About this task:
Pull every line with "شهید" from the entries below.

*** Opening Exercise inputs ***

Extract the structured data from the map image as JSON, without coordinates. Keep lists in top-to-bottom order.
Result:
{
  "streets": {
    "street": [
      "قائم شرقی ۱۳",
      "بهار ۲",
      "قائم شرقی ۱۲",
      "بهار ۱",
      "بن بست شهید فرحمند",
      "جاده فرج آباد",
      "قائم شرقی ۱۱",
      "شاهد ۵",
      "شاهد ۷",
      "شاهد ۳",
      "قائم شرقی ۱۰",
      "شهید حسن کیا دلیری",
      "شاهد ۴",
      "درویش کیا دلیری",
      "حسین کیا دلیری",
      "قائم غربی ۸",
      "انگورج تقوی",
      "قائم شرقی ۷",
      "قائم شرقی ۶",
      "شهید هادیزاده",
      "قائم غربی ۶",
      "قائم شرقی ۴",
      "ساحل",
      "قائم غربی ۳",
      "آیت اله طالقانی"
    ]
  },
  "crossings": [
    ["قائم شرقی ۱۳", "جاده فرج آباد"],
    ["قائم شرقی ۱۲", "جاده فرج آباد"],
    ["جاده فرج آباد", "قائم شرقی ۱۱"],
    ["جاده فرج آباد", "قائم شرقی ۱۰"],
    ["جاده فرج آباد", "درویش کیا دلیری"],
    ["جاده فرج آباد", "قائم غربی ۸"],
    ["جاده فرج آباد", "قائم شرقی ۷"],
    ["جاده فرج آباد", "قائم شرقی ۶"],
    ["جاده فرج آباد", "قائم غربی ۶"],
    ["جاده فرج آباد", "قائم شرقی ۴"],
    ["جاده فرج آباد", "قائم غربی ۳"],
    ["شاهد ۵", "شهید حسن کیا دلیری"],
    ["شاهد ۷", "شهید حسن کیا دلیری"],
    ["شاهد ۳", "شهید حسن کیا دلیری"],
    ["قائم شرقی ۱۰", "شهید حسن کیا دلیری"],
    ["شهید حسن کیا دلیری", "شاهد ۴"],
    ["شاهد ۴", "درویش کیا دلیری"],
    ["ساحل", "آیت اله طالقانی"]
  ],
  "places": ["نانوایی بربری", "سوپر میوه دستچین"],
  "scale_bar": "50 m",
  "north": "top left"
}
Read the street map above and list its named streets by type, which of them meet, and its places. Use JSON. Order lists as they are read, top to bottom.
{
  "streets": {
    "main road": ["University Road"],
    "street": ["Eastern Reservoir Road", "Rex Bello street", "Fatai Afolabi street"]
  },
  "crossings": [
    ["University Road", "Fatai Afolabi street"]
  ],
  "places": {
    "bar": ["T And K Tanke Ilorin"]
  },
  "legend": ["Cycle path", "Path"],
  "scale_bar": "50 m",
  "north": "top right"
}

*** Closing Exercise inputs ***

Answer section:
      "بن بست شهید فرحمند",
      "شهید حسن کیا دلیری",
      "شهید هادیزاده",
    ["شاهد ۵", "شهید حسن کیا دلیری"],
    ["شاهد ۷", "شهید حسن کیا دلیری"],
    ["شاهد ۳", "شهید حسن کیا دلیری"],
    ["قائم شرقی ۱۰", "شهید حسن کیا دلیری"],
    ["شهید حسن کیا دلیری", "شاهد ۴"],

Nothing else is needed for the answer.